Aventri
Senior Manager, User Experience
2017-Now
Responsible for:
- Design strategy
- Stakeholder workshops
- Client validation
- Concept development
- Recruitment of designers
Outputs:
- Design system
- Interaction and visual design
This was a huge success and we needed to provide a similar uplift to the other main attendee touch points of the email campaigns and registration pages. The current flow for a planner to create
We were looking to revamp our other key attendee facing interfaces to provide a slick, modern design that is consistent throughout the attendee journey. We want a design and theming controls that excite clients and attendees alike and allows for easy branding of interfaces across our product-set.
What I inherited
Aventri’s front-end, attendee-facing UIs look dated, untidy and often uninspiring. They’re not easy to style individually or as a connected group of designs. They form a clear user journey through an event life cycle – from marketing / invite to evaluation to registration and post-show communication, but we don’t provide a common design language between these interfaces. We believe they fail to excite the clients we seek and the attendees to whom they’re catering for.
Another challenge was that the product for planners to create and brand an email campaign, a registration site, and a virtual experience was designed for capability and not usability. These consisted of a group of disjointed features that had a steep learning curve.
Looking into the NPS we noticed that there was a huge difference between regular users that logged in to the system more than thousand times to those who logged in less than one hundred times. See illustration below.
The approach
We’re looking to utilise the current product and the theming tools we have to deliver a new out-of-the-box design with theming and layout options. The main focus will be on changing CSS with selected HTML changes where ROI can be proven. There will more flexibility in changing the virtual experience given its lower usage and customisation compared to Registration.
We’ll look to deliver on an iterative basis, providing value for clients as soon as we can. A common design language must be created to ensure we keep focus on our end goal of producing easy theme editing across interfaces and products. This will also allow us to continue consistent UI development after the project.
Our priority focus areas are:
- Virtual – this includes our Virtual lobby, the mobile features that are part of the virtual experience (NavBar and Module Panel) and the virtual session itself
- Registration – delivering an uplift across all areas with particular focus on key pages such as the agenda selection page
- Emails
Stakeholder workshops
We needed to move quickly, and I designed a remote workshop with key stakeholders from different parts of the business (support, sales, development, pro-serve) to capture as many customer insights as possible and help identify import challenges HMW (how might we…) and the target user base.

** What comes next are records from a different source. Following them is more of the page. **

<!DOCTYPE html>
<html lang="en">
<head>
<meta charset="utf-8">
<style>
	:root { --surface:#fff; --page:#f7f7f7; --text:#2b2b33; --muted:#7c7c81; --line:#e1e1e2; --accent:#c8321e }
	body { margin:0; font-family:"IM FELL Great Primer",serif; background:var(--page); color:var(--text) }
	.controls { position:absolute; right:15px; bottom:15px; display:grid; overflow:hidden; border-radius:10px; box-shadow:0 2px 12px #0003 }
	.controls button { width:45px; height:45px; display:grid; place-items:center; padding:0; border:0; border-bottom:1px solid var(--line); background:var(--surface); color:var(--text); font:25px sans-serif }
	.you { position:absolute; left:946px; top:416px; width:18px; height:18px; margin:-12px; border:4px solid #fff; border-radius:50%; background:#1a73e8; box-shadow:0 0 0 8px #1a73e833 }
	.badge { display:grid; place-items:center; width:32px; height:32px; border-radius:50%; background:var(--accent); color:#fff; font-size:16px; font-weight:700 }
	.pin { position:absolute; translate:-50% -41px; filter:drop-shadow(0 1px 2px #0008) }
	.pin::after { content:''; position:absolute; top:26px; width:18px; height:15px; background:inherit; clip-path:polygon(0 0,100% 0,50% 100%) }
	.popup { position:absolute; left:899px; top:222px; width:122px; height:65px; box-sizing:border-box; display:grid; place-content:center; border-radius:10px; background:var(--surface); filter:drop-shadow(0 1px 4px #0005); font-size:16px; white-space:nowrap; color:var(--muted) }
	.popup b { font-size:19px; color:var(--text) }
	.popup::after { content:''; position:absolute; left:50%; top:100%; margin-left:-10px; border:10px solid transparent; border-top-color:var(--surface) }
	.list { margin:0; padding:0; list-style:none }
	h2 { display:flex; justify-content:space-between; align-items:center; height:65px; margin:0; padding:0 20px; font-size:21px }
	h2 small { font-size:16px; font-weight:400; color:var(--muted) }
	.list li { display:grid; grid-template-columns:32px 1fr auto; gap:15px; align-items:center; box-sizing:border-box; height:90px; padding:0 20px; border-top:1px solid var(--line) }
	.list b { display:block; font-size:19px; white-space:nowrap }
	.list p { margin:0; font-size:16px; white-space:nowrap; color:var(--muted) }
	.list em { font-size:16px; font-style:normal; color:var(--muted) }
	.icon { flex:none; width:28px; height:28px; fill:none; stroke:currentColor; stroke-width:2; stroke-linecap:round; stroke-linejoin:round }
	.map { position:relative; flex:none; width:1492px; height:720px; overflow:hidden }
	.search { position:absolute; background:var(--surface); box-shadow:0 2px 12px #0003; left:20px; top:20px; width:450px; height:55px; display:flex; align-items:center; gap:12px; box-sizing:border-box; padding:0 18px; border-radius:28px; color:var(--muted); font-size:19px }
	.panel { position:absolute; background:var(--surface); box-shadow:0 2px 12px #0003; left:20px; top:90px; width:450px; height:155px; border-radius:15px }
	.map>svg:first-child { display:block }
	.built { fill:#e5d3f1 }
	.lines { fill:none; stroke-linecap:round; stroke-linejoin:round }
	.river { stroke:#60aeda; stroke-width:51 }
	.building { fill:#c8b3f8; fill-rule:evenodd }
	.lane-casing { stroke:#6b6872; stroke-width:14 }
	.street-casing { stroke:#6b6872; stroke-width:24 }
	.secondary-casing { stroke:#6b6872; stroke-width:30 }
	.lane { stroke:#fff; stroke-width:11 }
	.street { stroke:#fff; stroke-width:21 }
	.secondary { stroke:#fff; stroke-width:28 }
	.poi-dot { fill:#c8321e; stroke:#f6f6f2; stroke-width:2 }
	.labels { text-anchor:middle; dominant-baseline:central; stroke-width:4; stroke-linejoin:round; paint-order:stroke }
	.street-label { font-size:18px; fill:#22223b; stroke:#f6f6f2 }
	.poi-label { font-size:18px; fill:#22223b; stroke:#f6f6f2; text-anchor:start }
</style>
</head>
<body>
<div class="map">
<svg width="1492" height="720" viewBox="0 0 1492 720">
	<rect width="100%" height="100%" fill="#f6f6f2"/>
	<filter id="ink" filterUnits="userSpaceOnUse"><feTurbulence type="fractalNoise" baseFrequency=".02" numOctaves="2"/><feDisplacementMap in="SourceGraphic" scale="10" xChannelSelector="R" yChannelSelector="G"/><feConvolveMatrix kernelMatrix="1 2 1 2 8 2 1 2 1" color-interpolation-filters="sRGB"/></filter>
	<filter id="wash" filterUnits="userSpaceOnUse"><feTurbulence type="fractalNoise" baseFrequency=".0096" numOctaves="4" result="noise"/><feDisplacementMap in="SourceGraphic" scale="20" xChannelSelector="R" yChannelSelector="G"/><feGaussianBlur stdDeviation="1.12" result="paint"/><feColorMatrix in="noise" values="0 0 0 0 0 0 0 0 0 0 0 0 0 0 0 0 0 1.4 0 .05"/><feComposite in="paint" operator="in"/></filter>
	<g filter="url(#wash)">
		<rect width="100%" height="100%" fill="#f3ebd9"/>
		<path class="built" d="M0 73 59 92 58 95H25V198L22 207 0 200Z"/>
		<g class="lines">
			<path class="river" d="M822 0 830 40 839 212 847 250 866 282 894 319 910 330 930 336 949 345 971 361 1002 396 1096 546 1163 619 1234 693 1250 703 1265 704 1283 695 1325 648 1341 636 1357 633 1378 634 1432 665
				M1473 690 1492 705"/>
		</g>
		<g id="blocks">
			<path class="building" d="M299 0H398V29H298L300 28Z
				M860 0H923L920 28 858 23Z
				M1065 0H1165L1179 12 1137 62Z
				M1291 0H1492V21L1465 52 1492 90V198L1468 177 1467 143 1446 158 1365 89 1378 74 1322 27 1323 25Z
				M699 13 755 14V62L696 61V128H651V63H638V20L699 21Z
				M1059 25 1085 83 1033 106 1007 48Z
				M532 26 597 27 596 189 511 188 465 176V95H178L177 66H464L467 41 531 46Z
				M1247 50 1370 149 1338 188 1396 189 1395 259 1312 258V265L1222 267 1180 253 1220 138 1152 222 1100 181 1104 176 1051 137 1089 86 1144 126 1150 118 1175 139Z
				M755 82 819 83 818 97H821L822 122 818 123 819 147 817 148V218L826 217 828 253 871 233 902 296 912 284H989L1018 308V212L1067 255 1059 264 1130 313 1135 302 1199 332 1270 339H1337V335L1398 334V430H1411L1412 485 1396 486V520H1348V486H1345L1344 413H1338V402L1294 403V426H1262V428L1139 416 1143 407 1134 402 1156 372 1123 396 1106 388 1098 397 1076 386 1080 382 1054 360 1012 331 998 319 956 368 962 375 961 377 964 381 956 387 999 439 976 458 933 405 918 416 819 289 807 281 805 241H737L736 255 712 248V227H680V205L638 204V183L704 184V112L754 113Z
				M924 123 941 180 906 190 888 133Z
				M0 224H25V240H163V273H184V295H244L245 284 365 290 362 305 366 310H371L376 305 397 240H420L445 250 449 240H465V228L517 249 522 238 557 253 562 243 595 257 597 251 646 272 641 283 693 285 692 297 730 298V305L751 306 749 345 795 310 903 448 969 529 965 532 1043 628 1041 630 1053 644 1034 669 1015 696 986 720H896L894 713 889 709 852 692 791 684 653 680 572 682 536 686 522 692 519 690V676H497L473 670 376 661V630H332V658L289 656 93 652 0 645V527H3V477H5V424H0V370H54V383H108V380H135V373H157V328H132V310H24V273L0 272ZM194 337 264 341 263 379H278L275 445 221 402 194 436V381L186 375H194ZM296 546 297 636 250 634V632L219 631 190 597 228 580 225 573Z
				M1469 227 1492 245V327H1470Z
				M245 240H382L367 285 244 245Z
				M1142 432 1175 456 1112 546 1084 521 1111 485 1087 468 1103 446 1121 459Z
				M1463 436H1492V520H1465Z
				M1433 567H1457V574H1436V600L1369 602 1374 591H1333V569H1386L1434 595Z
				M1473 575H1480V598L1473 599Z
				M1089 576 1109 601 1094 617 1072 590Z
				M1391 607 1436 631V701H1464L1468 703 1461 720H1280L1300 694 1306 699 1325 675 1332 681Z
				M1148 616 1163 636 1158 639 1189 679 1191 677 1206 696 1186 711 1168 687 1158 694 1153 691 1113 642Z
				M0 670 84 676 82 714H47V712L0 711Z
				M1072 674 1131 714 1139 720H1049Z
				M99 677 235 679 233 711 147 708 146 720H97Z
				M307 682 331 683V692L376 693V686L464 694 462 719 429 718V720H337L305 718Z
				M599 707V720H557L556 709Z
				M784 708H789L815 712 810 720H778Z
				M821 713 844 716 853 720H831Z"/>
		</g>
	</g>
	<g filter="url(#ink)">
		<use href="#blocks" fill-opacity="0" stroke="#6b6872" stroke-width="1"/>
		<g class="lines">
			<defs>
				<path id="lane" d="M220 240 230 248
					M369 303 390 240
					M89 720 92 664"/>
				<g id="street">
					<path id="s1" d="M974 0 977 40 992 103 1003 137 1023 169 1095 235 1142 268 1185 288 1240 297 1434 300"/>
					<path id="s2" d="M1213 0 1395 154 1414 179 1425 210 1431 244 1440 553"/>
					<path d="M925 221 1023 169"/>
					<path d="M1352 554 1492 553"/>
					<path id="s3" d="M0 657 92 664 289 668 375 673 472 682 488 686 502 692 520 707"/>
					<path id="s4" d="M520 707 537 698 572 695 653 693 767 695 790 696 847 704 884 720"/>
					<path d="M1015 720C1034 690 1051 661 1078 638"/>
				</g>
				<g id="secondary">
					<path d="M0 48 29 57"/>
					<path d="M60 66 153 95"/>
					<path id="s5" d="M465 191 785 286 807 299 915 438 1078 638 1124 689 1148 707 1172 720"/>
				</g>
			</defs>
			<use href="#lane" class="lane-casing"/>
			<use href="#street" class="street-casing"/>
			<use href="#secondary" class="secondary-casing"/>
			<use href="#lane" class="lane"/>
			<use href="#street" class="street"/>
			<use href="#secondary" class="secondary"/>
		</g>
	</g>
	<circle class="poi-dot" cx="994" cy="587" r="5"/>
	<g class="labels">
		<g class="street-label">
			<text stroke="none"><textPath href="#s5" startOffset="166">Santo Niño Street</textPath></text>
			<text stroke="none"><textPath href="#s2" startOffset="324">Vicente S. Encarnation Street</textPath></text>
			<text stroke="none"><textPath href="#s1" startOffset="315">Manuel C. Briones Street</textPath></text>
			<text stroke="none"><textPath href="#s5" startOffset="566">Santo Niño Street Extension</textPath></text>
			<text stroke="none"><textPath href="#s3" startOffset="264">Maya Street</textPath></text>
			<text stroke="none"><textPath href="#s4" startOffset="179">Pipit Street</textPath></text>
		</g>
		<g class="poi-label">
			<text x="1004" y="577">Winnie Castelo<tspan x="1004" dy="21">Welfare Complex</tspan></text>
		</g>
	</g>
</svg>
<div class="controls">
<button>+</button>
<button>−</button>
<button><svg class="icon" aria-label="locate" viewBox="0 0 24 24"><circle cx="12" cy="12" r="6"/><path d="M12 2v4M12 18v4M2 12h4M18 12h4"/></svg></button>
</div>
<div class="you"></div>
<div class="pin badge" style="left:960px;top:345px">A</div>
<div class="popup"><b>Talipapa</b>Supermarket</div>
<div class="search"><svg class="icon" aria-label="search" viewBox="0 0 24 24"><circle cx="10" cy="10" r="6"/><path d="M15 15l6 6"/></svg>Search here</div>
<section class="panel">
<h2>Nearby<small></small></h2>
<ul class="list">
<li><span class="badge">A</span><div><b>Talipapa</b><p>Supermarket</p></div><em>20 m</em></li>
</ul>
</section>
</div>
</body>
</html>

Double diamond and scamps.
I pivoted the team to use Figma and opened up the sketching and ideation to the wider team. Within 3 days and we narrowed down our concepts using feedback and iteration from the steering group.
Final designs with default templates
We provided templates, with default colours, images and content for planners to edit from.
What I learned
This was a very ambitious project. We managed to deliver a full end to end solution that was easy to understand and quick to complete. A novice planner now can easily configure a registration site, take payments, manage an email campaign, set up a virtual, hybrid or in-person event and brand the whole experience very quickly.
We had to design and build the component library as we progressed with the build and design. The process would have been much quicker if those were in place, but as we were redesigning the UI, this had to be built from the ground up. However, now we do have these in place, the speed at which we can experiment and iterate has increased.